Stored items:
■ ■ ■

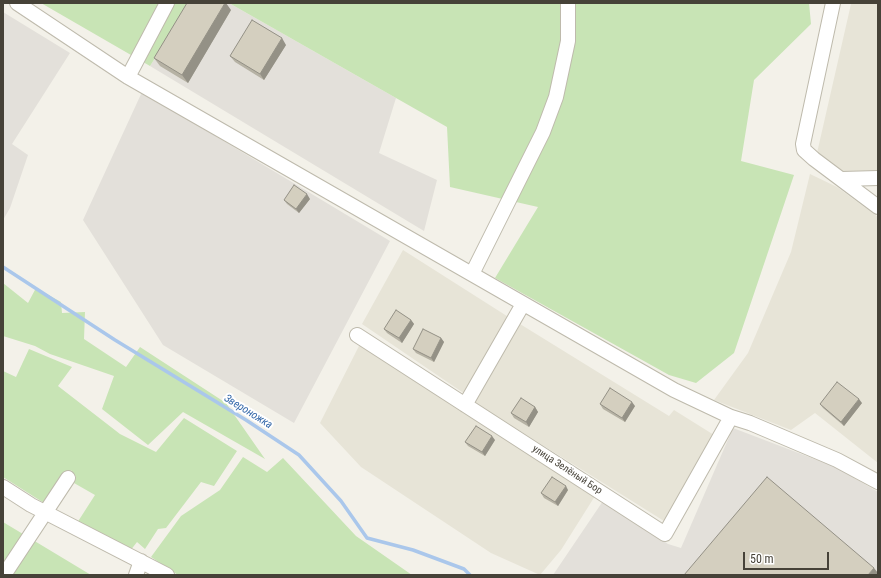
<!DOCTYPE html>
<html>
<head>
<meta charset="utf-8">
<style>
	body { margin:0 }
	#map { position:relative; width:881px; height:578px; overflow:hidden; background:#f3f1e9; font-family:"Roboto Condensed",sans-serif }
	canvas { display:block }
	.frame { position:absolute; inset:0; border:4px solid #464238; pointer-events:none }
	.scale { position:absolute; left:743px; top:552px; width:86px; height:18px; box-sizing:border-box; border:2px solid #464238; border-top:0; padding-left:5px; font-size:12px; line-height:14px; white-space:nowrap; color:#464238; -webkit-text-stroke:3px #fff; paint-order:stroke }
</style>
</head>
<body>
<div id="map">
<canvas width="881" height="578"></canvas>
<div class="frame"></div>
<div class="scale">50 m</div>
</div>
<script>
const context = document.querySelector('canvas').getContext('2d');
context.lineJoin = 'round';
function fill(path, color) { context.fillStyle = color; context.fill(path, 'evenodd'); }
const toPath = rows => new Path2D(rows.map(r => 'M' + r).join(''));
function stroke(path, color, width, dash) { context.strokeStyle = color; context.lineWidth = width; context.lineCap = dash ? 'butt' : 'round'; context.setLineDash(dash || []); context.stroke(path); }
function label(font, color, halo, rows, align = 'center') {
  context.font = font + ' "Roboto Condensed",sans-serif'; context.lineWidth = 4; context.setLineDash([]); context.textBaseline = 'middle'; context.strokeStyle = halo; context.fillStyle = color; for (const [text, x, y, turn = 0] of rows) {
    context.save(); context.translate(x, y); context.rotate((+turn || 0) * Math.PI / 180); context.textAlign = isNaN(turn) ? turn : align; if (halo) context.strokeText(text, 0, 0); context.fillText(text, 0, 0); context.restore();
  }
}
const residential = toPath([
	[878,3,878,171,844,172,817,153,851,4],
	[810,174,837,187,878,217,878,463,815,413,791,430,714,400,748,353,791,252],
	[403,250,510,318,465,394,362,324],
	[520,324,669,416,674,410,714,435,664,521,472,401],
	[360,344,595,496,561,550,540,575,491,553,361,467,320,423]
]);
const industrial = toPath([
	[190,3,229,3,396,98,379,153,437,180,424,231,150,66],
	[3,12,70,53,12,144,28,155,10,208,3,220],
	[142,92,390,241,294,423,163,345,83,220],
	[733,428,838,468,878,492,878,575,553,575,603,501,668,544,681,548]
]);
const green = toPath([
	[41,3,190,3,150,66],
	[229,3,809,3,811,24,754,80,741,161,794,175,734,353,696,383,669,375,495,278,538,207,450,187,447,127],
	[3,283,28,303,36,288,61,302,62,313,85,312,84,339,126,367,140,347,226,403,265,459,183,412,148,445,102,409,114,376,50,354,35,346,3,336],
	[29,349,72,367,58,386,120,434,156,452,184,418,237,451,214,486,201,482,166,528,158,529,145,549,137,542,130,551,77,523,95,495,74,483,76,477,71,470,44,503,3,477,3,371,16,377],
	[243,457,267,472,283,458,356,536,412,575,178,575,151,557,181,516,220,490],
	[3,522,91,575,3,575]
]);
const stream = toPath([
	[3,267,115,340,246,420,299,455,341,501,367,538,413,550,464,569,470,575]
]);
const minor = toPath([
	[17,3,128,77,674,390,731,417,750,423,837,460,878,482],
	[833,3,803,144,804,150,814,159,878,207],
	[128,77,167,3],
	[842,179,878,178],
	[472,274,543,132,556,97,568,41,568,3],
	[357,335,665,534,731,417],
	[465,405,523,304],
	[3,487,31,505,167,575],
	[4,575,68,478],
	[136,575,141,561]
]);
const wall = toPath([
	[231,10,188,83,160,66,154,58],
	[286,45,264,80,235,62,230,56],
	[310,199,299,213,287,204,284,200],
	[411,320,414,324,402,343,387,333,384,329],
	[441,338,444,342,434,362,416,353,413,349],
	[862,403,844,426,823,408,820,404],
	[600,404,635,406,625,422,603,409],
	[535,407,538,412,529,427,514,418,511,413],
	[495,440,485,456,468,446,465,442],
	[568,490,558,506,544,498,541,493]
]);
const shadedWall = toPath([
	[225,3,226,3,231,10,188,83,182,75],
	[282,38,286,45,264,80,260,74],
	[307,194,310,199,299,213,296,209],
	[411,320,414,324,402,343,399,338],
	[441,338,444,342,434,362,431,358],
	[859,399,862,403,844,426,841,422],
	[632,402,635,406,625,422,622,418],
	[535,407,538,412,529,427,526,422],
	[492,436,495,440,485,456,482,452],
	[566,486,568,490,558,506,555,502],
	[874,568,878,573,878,575,868,575]
]);
const building = toPath([
	[187,3,225,3,182,75,154,58,187,3],
	[252,20,282,38,260,74,230,56,252,20],
	[294,185,307,194,296,209,284,200,294,185],
	[396,310,411,320,399,338,384,329,396,310],
	[423,329,441,338,431,358,413,349,423,329],
	[837,382,859,399,841,422,820,404,837,382],
	[610,388,632,402,622,418,600,404,610,388],
	[521,398,535,407,526,422,511,413,521,398],
	[476,426,492,436,482,452,465,442,476,426],
	[552,477,566,486,555,502,541,493,552,477],
	[767,477,874,568,868,575,684,575,767,477]
]);
const streetNames = [
	["улица Зелёный Бор",567,470,33]
];
const waterNames = [
	["Звероножка",248,412,32]
];
fill(residential, '#e7e4d7');
fill(industrial, '#e3e0da');
fill(green, '#c8e4b5');
stroke(stream, '#aac7eb', 3.5);
stroke(minor, '#bebaac', 16);
stroke(minor, '#fff', 14);
fill(wall, '#b6b2a4');
fill(shadedWall, '#949186');
fill(building, '#d4cfbf');
stroke(building, '#949186', 1);
label('10px', '#464238', '#fff', streetNames);
label('italic 11px', '#386bab', '#fff', waterNames);
</script>
</body>
</html>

■ ■ ■

WORK TO BE COMPLETED: Leaving every picture behind, retype the entries above exactly, from the first line through the line with "context.font = font", and stop there.

RESPONSE BELOW:
<!DOCTYPE html>
<html>
<head>
<meta charset="utf-8">
<style>
	body { margin:0 }
	#map { position:relative; width:881px; height:578px; overflow:hidden; background:#f3f1e9; font-family:"Roboto Condensed",sans-serif }
	canvas { display:block }
	.frame { position:absolute; inset:0; border:4px solid #464238; pointer-events:none }
	.scale { position:absolute; left:743px; top:552px; width:86px; height:18px; box-sizing:border-box; border:2px solid #464238; border-top:0; padding-left:5px; font-size:12px; line-height:14px; white-space:nowrap; color:#464238; -webkit-text-stroke:3px #fff; paint-order:stroke }
</style>
</head>
<body>
<div id="map">
<canvas width="881" height="578"></canvas>
<div class="frame"></div>
<div class="scale">50 m</div>
</div>
<script>
const context = document.querySelector('canvas').getContext('2d');
context.lineJoin = 'round';
function fill(path, color) { context.fillStyle = color; context.fill(path, 'evenodd'); }
const toPath = rows => new Path2D(rows.map(r => 'M' + r).join(''));
function stroke(path, color, width, dash) { context.strokeStyle = color; context.lineWidth = width; context.lineCap = dash ? 'butt' : 'round'; context.setLineDash(dash || []); context.stroke(path); }
function label(font, color, halo, rows, align = 'center') {
  context.font = font + ' "Roboto Condensed",sans-serif'; context.lineWidth = 4; context.setLineDash([]); context.textBaseline = 'middle'; context.strokeStyle = halo; context.fillStyle = color; for (const [text, x, y, turn = 0] of rows) {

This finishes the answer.